Excavations yielded discoveries from a set of phases that was more complete than could be found at most comparable Pennsylvania sites. While ceramics are rare at the site, the presence of charcoal from a wide range of phases has provided a basis for dating charcoal found at many other sites in the state. Another significant discovery was a set of massive hearths amid large numbers of fishing nets, which has led to the proposal that Canfield Island was a major fishery.
Archaeological investigations have concluded that Canfield Island was inhabited during the Late Archaic Period (approximately 2,500 years BC) and a fragment found at the lowest point of investigation, while it cannot be dated conclusively, may have originated in the Early Archaic period. Various phases of the Woodland period appear at the site, and evidence exists of occupation by the Susquehannock who still inhabited eastern Pennsylvania after the arrival of Europeans in the region.
In 1982, Canfield Island was listed on the National Register of Historic Places in recognition of the amount of information it had yielded and because of its potential to yield even more information. The site is today part of Riverfront Park, a Loyalsock Township park that includes an archaeology-themed trail on the island. Since 2003, local Native Americans have held an annual pow-wow on the island.

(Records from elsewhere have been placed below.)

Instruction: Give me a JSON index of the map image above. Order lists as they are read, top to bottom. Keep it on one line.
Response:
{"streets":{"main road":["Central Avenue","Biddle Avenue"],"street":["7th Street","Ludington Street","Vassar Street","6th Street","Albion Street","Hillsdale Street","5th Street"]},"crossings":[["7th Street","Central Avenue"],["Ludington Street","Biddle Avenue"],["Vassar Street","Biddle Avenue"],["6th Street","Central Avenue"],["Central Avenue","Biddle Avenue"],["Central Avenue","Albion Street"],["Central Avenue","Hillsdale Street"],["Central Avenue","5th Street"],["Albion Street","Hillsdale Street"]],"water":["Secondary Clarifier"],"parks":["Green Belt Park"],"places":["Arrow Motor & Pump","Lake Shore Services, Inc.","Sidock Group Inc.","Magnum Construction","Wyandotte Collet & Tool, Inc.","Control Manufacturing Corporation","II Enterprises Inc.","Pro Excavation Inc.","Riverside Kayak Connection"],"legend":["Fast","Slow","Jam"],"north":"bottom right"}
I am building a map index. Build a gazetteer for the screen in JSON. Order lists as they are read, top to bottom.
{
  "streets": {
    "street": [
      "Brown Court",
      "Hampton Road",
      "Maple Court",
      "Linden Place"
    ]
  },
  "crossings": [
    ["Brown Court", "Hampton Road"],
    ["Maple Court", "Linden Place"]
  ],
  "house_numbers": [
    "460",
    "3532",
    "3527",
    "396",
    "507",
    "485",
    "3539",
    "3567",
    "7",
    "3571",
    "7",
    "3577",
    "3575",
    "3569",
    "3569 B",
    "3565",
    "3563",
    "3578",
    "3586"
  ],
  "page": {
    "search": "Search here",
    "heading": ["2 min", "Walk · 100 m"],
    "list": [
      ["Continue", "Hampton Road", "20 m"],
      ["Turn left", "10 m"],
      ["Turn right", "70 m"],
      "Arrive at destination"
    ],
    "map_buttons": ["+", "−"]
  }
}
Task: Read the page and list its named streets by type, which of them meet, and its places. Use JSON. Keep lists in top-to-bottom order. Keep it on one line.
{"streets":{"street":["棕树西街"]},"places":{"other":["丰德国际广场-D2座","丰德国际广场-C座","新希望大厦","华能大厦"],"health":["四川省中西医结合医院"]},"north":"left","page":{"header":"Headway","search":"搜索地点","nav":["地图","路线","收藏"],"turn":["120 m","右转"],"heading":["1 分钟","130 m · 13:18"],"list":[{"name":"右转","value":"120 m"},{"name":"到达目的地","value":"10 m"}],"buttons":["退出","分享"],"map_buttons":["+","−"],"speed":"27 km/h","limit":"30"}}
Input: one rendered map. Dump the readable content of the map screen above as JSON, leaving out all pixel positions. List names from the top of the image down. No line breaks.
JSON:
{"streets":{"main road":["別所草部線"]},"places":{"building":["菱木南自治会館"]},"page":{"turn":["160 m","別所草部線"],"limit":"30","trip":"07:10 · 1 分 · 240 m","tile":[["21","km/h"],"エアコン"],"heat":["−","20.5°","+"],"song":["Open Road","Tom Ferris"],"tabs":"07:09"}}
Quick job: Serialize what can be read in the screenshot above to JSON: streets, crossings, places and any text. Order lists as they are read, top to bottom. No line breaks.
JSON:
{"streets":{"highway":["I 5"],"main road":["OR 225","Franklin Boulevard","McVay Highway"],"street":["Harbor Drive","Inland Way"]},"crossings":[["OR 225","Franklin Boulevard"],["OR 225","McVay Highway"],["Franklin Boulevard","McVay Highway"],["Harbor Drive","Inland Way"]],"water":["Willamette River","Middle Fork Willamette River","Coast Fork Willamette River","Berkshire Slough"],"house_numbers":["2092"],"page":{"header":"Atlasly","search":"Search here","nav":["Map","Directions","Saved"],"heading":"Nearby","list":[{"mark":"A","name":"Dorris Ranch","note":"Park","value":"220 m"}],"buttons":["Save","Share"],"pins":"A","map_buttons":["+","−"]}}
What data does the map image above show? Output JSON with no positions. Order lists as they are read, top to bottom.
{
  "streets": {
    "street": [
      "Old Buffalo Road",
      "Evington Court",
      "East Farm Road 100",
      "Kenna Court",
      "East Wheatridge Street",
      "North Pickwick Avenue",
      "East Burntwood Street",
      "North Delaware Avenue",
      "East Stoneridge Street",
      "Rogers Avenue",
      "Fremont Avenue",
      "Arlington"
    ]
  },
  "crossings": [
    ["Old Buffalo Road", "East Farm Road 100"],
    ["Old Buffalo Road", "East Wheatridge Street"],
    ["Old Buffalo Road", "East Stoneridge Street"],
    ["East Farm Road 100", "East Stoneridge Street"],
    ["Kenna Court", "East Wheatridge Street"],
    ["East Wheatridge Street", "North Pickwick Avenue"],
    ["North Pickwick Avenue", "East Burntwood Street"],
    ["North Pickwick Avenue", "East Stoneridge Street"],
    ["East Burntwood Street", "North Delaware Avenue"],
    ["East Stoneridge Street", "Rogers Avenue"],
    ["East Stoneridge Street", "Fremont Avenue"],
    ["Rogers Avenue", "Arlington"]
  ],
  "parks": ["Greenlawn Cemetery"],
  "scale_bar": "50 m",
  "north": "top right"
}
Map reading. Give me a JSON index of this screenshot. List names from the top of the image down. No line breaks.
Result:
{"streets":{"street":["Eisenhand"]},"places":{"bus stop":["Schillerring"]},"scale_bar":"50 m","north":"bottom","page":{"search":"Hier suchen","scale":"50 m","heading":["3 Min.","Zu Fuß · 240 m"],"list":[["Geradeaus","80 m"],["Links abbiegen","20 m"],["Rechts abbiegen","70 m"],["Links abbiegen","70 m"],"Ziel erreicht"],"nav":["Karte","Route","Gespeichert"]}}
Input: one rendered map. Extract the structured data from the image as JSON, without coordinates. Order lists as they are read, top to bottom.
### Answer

Canfield Island is an artificial formed by the digging of a ditch near the side of the West Branch Susquehanna in the early twentieth century; today, this ditch forms the northern half of the island's shoreline, and the West Branch forms the southern half. Much of the island has been cultivated during the historical period, but forests today cover a significant portion of the island. It has frequently received deposits from the West Branch. The island has a total area of 21 acres.